An elevated blood biomarker for Alzheimer's-disease

An elevated blood biomarker for Alzheimer's disease

According to studies, a novel blood-based biomarker called brain-derived tau can detect Alzheimer's disease-specific neurodegeneration and distinguish it from dementias that are related to it.

According to research published in the journal Brain, the new biomarker performed better than existing blood tests used to clinically detect neurodegeneration associated to Alzheimer's disease.

While providing a more straightforward method of evaluation, brain-derived tau showed good correlation with indicators for Alzheimer's neurodegeneration in cerebrospinal fluid.

The results could be the final element needed to deliver a complete set of blood-based biomarkers for Alzheimer's disease.

According to the senior author Thomas Karikari, an associate professor of psychiatry at the University of Pittsburgh, "Neuroimaging is now required for the diagnosis of Alzheimer's disease."

Even in the United States, many patients lack access to MRI and PET scanners because they are costly and difficult to arrange. A significant problem is accessibility.

According to the AT(N) standards established in 2011 by the National Institute on Aging and the Alzheimer's Association, Alzheimer's disease is now diagnosed in the United States.
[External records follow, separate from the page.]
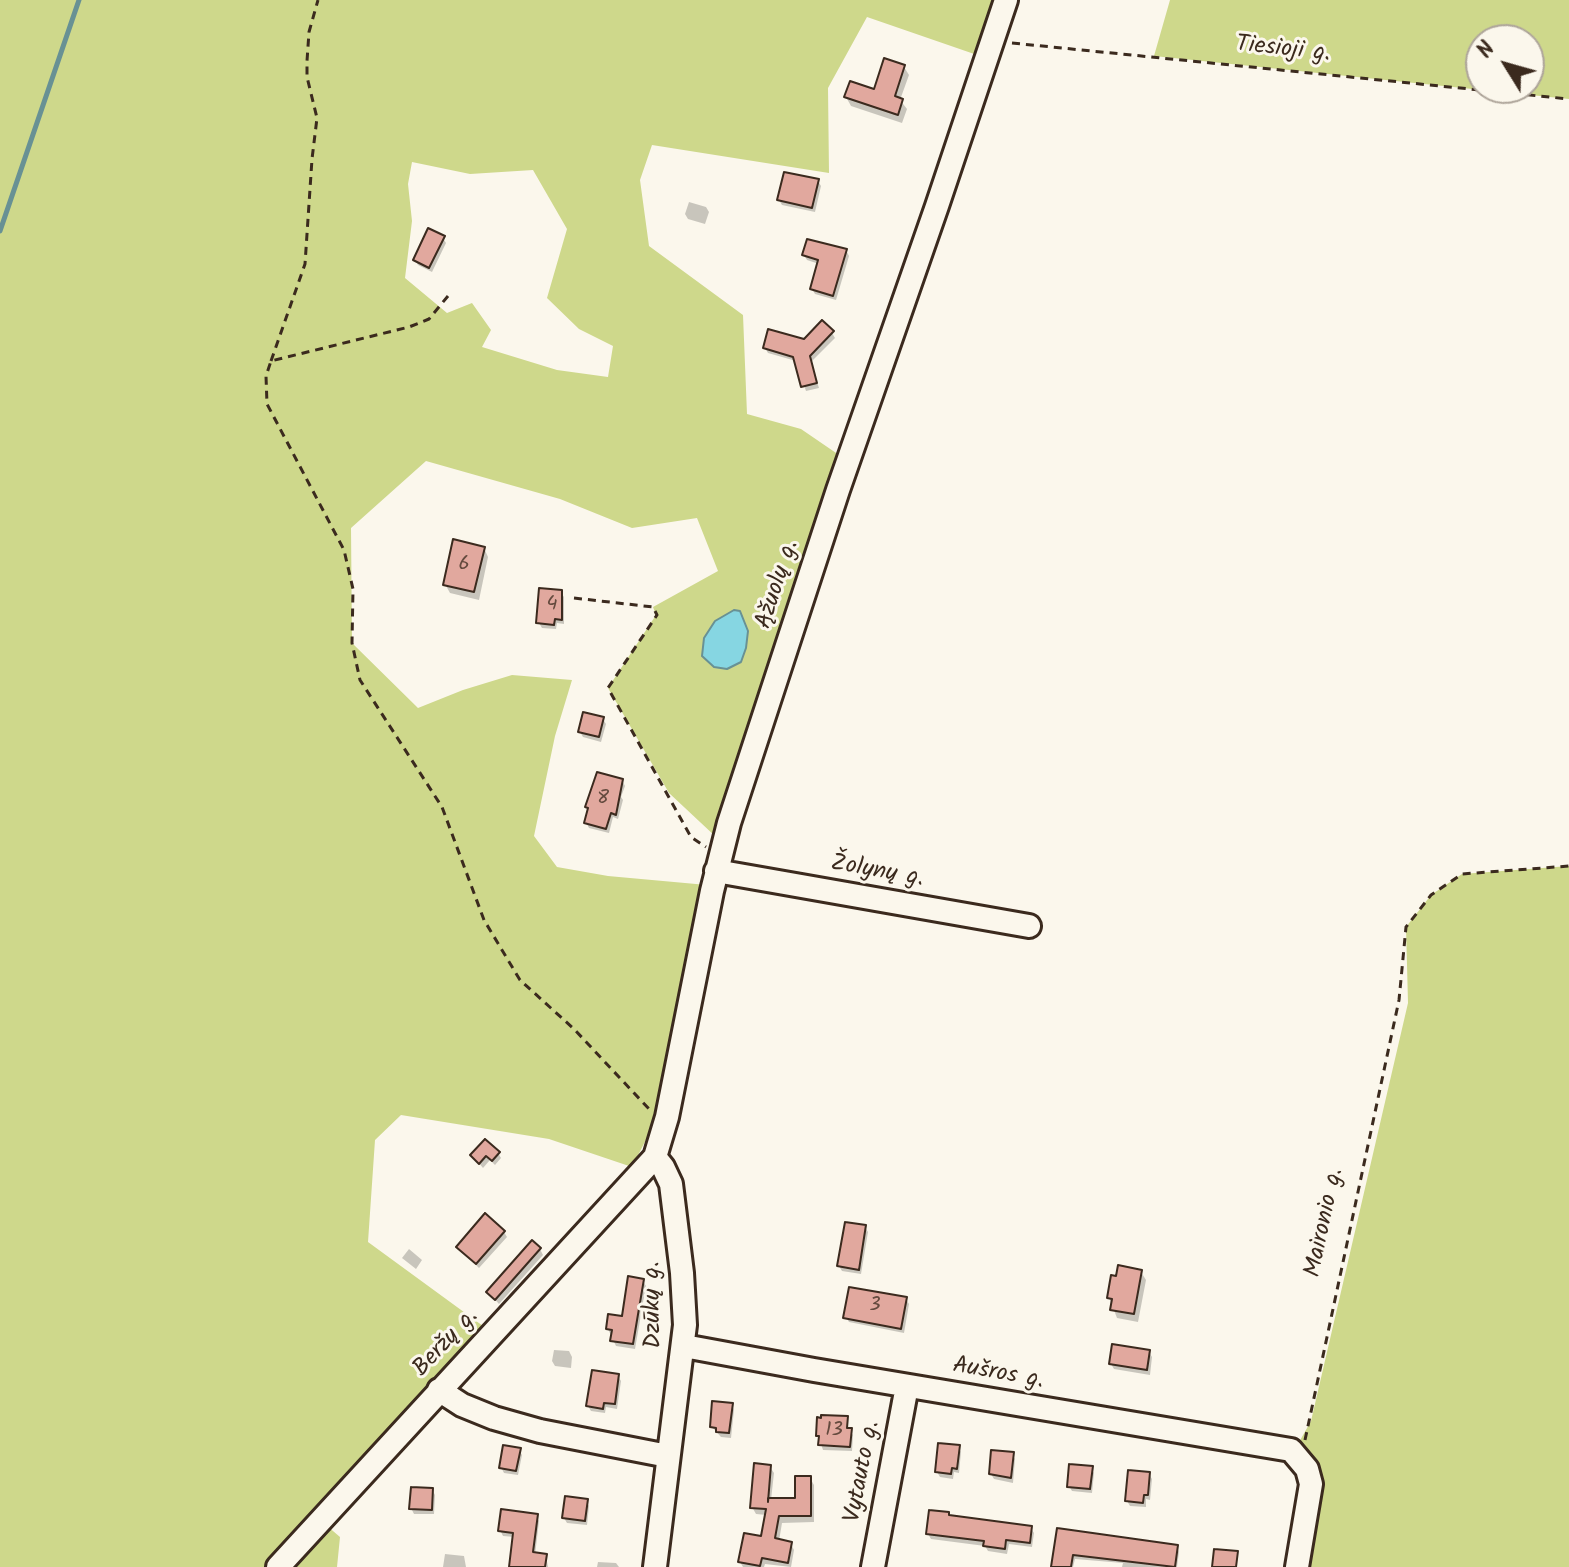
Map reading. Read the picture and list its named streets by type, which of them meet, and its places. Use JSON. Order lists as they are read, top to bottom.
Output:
{
  "streets": {
    "street": [
      "Ąžuolų g.",
      "Žolynų g.",
      "Dzūkų g.",
      "Beržų g.",
      "Aušros g.",
      "Vytauto g."
    ],
    "path": ["Tiesioji g.", "Maironio g."]
  },
  "crossings": [
    ["Tiesioji g.", "Ąžuolų g."],
    ["Ąžuolų g.", "Žolynų g."],
    ["Ąžuolų g.", "Dzūkų g."],
    ["Ąžuolų g.", "Beržų g."],
    ["Maironio g.", "Aušros g."],
    ["Dzūkų g.", "Beržų g."],
    ["Dzūkų g.", "Aušros g."],
    ["Aušros g.", "Vytauto g."]
  ],
  "house_numbers": [
    "6",
    "4",
    "8",
    "3",
    "13"
  ],
  "north": "top left"
}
This depends on recognized cerebrospinal fluid and neuroimaging biomarkers and needs the identification of the three pathological manifestations of Alzheimer's disease: amyloid plaques (A), tau tangles (T), and neurodegeneration (N) in the brain.

It has already been established that blood-based amyloid-beta and phosphorylated (p)-tau biomarkers are diagnostically reliable and correlate well with the related cerebrospinal fluid and neuroimaging biomarkers.

Neurofilament light (NfL), a blood-based neurodegenerative marker, is not, however, exclusive to Alzheimer's disease.

The fact that blood total (t)-tau primarily comes from peripheral, non-brain sources may explain why it does not correlate well with cerebrospinal fluid total (t)-tau.

To address this, the researchers created an immunoassay that uses a monoclonal antibody tailored to exclusively target tau isoforms originating in the brain to assess brain-derived tau in blood.

The capabilities of the novel biomarker were then investigated in five other research cohorts, totaling 609 people.

The researchers was able to distinguish neurochemically defined Alzheimer's disease from a biomarker-negative control group and demonstrated that brain-derived tau was distinct to Alzheimer's disease.

Additionally, even in cases where there was neuropathological proof, it was able to identify Alzheimer's disease from other neurodegenerative illnesses.

The new biomarker was linked to cognition, AT(N) biomarkers in cerebral fluid, and the severity of plaque and tangle diseases at autopsy.

The most thoroughly tested blood biomarker for neurodegeneration, NfL, cannot distinguish between Alzheimer's disease and other dementias due to its rise in a variety of neurodegenerative diseases, the researchers write.

So far, there is no blood biomarker that is particularly changed as a result of Alzheimer-type neurodegenerative alterations, similar to how plasma p-tau is linked tau phosphorylation/pathology in the AT(N) framework.

They go on to say that their findings "indicate that plasma tau [blood-derived] may be a biomarker that is specific for Alzheimer's disease-type. There is currently no blood biomarker that is specifically altered as a result of Alzheimer-type neurodegenerative abnormalities in the dementia research field since plasma p-tau is to tau phosphorylation/pathology in the AT(N) framework.

According to their findings, blood-derived plasma tau may be a biomarker unique to the Alzheimer's disease subtype.